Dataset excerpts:

↓

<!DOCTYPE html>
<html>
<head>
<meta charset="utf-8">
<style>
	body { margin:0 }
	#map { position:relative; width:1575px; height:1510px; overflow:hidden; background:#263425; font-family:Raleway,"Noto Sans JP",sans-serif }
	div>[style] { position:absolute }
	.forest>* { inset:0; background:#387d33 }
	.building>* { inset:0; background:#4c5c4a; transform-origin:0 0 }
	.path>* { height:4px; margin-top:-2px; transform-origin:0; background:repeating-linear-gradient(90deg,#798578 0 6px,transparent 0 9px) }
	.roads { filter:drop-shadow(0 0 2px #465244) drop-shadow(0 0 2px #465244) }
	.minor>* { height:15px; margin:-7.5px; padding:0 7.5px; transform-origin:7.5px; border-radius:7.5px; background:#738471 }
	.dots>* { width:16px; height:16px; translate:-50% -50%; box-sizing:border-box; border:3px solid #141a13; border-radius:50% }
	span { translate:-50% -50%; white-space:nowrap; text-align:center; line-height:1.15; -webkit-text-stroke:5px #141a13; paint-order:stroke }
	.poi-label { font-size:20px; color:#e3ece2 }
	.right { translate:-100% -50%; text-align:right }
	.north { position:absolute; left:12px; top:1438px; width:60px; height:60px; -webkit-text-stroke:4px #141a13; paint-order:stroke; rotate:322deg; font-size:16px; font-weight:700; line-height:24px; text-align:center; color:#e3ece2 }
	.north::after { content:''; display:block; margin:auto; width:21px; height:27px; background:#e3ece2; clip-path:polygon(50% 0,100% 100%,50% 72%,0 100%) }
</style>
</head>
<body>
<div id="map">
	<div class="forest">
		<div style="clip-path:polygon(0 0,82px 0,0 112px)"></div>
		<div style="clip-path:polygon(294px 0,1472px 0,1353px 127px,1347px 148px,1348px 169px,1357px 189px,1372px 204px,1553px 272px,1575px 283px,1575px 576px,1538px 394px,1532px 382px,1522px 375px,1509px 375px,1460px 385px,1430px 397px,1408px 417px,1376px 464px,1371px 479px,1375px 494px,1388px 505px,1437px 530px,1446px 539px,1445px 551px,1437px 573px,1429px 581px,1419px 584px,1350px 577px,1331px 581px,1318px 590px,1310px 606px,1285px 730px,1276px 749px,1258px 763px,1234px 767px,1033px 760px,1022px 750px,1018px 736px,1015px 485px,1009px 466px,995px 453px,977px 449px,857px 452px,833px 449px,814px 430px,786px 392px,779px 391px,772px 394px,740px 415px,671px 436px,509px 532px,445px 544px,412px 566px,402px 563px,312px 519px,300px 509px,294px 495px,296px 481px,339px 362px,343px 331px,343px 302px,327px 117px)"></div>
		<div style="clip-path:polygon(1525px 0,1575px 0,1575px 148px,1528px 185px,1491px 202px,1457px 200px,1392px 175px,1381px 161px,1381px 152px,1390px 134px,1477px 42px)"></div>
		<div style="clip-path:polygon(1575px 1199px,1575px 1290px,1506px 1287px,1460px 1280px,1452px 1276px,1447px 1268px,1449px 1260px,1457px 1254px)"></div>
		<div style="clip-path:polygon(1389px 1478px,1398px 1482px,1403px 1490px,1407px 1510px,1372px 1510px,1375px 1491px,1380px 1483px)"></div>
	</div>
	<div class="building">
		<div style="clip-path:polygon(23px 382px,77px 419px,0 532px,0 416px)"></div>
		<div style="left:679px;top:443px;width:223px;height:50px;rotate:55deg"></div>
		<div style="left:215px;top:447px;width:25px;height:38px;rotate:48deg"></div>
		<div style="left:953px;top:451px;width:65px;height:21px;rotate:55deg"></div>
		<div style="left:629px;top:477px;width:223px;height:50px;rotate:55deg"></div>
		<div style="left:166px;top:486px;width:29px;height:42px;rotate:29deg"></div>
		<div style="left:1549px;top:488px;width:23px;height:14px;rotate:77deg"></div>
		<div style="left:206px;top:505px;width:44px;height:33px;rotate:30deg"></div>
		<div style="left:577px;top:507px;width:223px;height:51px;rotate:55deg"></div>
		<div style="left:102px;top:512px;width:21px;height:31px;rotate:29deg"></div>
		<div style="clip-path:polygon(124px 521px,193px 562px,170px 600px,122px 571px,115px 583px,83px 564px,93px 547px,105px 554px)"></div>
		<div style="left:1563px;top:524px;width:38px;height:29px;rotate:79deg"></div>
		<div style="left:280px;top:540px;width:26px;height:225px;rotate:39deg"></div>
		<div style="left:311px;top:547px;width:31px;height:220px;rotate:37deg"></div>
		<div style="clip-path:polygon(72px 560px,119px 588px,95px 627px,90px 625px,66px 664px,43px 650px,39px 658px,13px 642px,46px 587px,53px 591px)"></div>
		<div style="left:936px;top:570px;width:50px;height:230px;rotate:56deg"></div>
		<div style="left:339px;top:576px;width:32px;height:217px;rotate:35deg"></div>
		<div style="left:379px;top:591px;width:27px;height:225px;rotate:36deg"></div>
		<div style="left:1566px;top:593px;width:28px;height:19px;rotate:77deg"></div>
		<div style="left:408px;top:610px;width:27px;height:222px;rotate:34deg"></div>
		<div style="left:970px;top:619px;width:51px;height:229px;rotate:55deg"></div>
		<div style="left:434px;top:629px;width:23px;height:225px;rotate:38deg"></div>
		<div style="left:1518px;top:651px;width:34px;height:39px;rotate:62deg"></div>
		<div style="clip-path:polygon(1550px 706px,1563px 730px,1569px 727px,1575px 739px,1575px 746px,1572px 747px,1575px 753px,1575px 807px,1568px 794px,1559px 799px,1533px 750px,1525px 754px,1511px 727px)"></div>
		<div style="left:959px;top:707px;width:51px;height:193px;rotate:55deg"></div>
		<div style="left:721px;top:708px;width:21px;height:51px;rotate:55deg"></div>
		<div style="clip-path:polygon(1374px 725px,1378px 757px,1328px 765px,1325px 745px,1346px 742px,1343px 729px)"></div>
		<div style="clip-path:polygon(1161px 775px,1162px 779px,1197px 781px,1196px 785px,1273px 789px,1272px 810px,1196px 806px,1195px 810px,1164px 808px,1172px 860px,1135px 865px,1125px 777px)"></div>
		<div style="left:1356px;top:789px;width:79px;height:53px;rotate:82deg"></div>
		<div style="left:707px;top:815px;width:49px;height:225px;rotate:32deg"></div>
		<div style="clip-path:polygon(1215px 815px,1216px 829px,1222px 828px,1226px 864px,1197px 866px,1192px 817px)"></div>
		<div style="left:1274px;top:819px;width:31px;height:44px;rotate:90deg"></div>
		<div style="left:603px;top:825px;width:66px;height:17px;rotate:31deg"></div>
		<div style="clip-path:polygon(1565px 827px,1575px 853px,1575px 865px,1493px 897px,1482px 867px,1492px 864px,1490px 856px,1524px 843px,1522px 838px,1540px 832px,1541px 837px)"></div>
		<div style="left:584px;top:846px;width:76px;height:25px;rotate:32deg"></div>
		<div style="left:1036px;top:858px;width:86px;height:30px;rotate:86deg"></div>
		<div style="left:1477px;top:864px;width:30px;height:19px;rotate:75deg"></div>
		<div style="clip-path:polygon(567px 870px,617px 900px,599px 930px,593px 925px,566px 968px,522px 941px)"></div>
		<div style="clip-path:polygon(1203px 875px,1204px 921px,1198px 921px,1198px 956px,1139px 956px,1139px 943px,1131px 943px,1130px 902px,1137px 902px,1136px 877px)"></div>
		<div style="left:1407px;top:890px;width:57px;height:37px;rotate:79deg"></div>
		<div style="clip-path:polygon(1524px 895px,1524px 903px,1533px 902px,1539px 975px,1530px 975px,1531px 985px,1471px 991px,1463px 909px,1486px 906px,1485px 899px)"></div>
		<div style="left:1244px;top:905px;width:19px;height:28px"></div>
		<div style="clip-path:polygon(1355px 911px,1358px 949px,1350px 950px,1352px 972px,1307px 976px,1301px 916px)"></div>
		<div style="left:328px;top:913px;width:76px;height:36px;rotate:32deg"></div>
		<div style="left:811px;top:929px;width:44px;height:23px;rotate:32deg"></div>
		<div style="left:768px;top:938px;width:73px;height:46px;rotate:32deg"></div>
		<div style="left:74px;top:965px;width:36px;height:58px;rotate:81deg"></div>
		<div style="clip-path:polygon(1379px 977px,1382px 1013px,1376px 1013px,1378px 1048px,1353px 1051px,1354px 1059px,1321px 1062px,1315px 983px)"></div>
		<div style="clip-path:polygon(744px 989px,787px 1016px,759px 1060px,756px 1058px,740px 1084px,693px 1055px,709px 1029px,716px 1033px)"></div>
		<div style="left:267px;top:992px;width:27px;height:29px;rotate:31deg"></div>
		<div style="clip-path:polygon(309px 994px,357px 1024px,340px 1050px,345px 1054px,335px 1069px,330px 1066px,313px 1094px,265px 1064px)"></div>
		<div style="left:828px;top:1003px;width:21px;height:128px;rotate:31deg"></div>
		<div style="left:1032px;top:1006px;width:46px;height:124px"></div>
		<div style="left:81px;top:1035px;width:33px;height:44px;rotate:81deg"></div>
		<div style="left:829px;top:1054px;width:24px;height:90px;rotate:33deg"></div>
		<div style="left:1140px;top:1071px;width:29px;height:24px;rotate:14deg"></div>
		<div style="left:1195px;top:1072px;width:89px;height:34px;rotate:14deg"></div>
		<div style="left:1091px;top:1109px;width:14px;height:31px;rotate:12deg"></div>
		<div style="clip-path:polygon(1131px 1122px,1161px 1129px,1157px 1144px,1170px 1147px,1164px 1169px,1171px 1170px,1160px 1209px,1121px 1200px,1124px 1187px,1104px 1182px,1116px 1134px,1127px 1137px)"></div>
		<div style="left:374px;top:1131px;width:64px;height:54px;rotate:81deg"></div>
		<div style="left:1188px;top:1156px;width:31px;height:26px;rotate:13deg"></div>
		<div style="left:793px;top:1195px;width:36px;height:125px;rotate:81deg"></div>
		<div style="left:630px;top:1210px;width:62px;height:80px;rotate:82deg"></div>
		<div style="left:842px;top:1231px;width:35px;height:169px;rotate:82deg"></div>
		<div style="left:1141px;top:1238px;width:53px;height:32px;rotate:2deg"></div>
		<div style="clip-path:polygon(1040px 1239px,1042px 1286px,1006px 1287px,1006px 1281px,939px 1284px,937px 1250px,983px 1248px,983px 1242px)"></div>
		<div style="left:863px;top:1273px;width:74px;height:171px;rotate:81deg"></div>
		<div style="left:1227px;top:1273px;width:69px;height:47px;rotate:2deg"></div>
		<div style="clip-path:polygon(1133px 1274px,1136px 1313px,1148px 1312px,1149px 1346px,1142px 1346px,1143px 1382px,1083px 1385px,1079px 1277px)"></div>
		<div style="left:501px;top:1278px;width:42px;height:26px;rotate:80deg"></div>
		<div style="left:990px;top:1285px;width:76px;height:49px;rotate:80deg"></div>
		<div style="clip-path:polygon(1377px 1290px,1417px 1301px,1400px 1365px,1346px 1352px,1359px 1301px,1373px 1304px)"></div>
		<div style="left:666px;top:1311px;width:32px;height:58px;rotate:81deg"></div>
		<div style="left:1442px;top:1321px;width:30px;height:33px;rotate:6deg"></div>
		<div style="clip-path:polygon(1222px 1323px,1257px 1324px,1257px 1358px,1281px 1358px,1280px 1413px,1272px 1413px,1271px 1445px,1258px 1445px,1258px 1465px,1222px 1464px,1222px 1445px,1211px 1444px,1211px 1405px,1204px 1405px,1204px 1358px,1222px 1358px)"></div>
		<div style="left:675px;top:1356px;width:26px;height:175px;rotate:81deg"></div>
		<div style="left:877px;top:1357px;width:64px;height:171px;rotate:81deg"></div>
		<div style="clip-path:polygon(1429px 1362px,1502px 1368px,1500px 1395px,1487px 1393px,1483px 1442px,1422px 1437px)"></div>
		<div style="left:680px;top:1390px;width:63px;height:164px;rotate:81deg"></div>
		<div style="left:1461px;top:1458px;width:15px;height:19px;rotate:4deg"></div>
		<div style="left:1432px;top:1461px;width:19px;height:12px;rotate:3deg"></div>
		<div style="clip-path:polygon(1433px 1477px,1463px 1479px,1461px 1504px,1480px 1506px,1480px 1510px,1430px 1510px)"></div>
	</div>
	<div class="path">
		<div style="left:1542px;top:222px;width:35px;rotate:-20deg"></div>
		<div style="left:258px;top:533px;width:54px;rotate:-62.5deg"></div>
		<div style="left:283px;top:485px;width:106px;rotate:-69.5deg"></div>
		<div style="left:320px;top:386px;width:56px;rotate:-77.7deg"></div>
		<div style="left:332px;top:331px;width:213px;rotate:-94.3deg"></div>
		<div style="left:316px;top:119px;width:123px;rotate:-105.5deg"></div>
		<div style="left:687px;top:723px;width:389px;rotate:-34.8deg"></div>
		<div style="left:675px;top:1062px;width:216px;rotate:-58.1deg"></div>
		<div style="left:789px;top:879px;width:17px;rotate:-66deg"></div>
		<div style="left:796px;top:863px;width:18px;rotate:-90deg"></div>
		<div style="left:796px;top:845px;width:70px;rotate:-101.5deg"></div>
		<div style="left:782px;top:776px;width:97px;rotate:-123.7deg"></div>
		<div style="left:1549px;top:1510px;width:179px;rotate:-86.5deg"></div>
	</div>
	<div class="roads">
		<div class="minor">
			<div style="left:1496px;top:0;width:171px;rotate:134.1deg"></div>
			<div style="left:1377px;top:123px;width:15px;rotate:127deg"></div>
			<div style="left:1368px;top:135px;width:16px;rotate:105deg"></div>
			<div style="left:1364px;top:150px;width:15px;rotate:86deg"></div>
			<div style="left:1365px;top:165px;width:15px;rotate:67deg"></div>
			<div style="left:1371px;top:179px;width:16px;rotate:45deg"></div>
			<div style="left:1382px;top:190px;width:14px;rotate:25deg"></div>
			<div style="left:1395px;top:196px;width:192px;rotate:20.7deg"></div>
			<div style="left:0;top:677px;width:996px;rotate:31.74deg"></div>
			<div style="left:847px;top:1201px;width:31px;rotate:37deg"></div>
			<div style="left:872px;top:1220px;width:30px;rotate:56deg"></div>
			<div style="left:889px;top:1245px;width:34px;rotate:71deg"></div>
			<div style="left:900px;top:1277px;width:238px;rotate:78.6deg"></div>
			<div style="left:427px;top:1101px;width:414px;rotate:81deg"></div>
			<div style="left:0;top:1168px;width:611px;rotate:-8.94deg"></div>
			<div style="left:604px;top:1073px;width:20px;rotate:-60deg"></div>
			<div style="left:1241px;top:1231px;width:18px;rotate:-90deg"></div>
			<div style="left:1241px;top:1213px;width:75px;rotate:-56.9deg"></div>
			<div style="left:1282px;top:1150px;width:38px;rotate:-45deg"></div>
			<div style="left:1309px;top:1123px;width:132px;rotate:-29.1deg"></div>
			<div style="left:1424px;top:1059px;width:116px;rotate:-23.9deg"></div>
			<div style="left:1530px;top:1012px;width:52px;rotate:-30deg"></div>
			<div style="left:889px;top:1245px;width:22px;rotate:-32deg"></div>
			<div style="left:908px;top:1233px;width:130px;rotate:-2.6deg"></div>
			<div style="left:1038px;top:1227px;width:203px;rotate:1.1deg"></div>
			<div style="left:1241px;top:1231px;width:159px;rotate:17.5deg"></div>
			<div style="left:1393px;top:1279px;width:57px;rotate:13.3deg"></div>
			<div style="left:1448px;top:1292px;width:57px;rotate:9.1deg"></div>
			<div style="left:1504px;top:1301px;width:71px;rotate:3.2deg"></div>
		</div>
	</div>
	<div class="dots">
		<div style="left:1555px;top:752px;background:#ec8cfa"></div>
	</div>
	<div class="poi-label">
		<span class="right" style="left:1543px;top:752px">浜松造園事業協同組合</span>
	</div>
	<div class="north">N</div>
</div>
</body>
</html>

↑

Exercise prompt:
From the data, pick out every line that includes "center".

Answer to the problem:
	span { translate:-50% -50%; white-space:nowrap; text-align:center; line-height:1.15; -webkit-text-stroke:5px #141a13; paint-order:stroke }
	.north { position:absolute; left:12px; top:1438px; width:60px; height:60px; -webkit-text-stroke:4px #141a13; paint-order:stroke; rotate:322deg; font-size:16px; font-weight:700; line-height:24px; text-align:center; color:#e3ece2 }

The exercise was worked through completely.